Saved data entries.
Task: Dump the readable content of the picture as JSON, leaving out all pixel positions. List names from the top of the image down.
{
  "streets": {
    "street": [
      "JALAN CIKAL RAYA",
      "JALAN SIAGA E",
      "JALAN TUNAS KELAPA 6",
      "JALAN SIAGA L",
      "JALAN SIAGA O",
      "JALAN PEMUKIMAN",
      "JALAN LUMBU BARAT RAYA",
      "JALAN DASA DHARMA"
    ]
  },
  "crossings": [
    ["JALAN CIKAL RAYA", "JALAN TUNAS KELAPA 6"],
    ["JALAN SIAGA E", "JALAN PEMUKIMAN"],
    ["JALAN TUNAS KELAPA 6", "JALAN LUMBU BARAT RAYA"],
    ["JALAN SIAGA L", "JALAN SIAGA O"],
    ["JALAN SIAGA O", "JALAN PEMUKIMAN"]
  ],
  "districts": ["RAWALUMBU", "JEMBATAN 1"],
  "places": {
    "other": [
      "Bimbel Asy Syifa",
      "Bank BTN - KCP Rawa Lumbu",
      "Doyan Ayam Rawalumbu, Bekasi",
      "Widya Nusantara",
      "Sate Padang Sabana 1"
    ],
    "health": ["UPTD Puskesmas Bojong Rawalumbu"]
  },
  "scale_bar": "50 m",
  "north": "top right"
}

WORK REQUIRED. Write all the data out again, word for word.

RESPONSE BOX.
Task: Dump the readable content of the picture as JSON, leaving out all pixel positions. List names from the top of the image down.
{
  "streets": {
    "street": [
      "JALAN CIKAL RAYA",
      "JALAN SIAGA E",
      "JALAN TUNAS KELAPA 6",
      "JALAN SIAGA L",
      "JALAN SIAGA O",
      "JALAN PEMUKIMAN",
      "JALAN LUMBU BARAT RAYA",
      "JALAN DASA DHARMA"
    ]
  },
  "crossings": [
    ["JALAN CIKAL RAYA", "JALAN TUNAS KELAPA 6"],
    ["JALAN SIAGA E", "JALAN PEMUKIMAN"],
    ["JALAN TUNAS KELAPA 6", "JALAN LUMBU BARAT RAYA"],
    ["JALAN SIAGA L", "JALAN SIAGA O"],
    ["JALAN SIAGA O", "JALAN PEMUKIMAN"]
  ],
  "districts": ["RAWALUMBU", "JEMBATAN 1"],
  "places": {
    "other": [
      "Bimbel Asy Syifa",
      "Bank BTN - KCP Rawa Lumbu",
      "Doyan Ayam Rawalumbu, Bekasi",
      "Widya Nusantara",
      "Sate Padang Sabana 1"
    ],
    "health": ["UPTD Puskesmas Bojong Rawalumbu"]
  },
  "scale_bar": "50 m",
  "north": "top right"
}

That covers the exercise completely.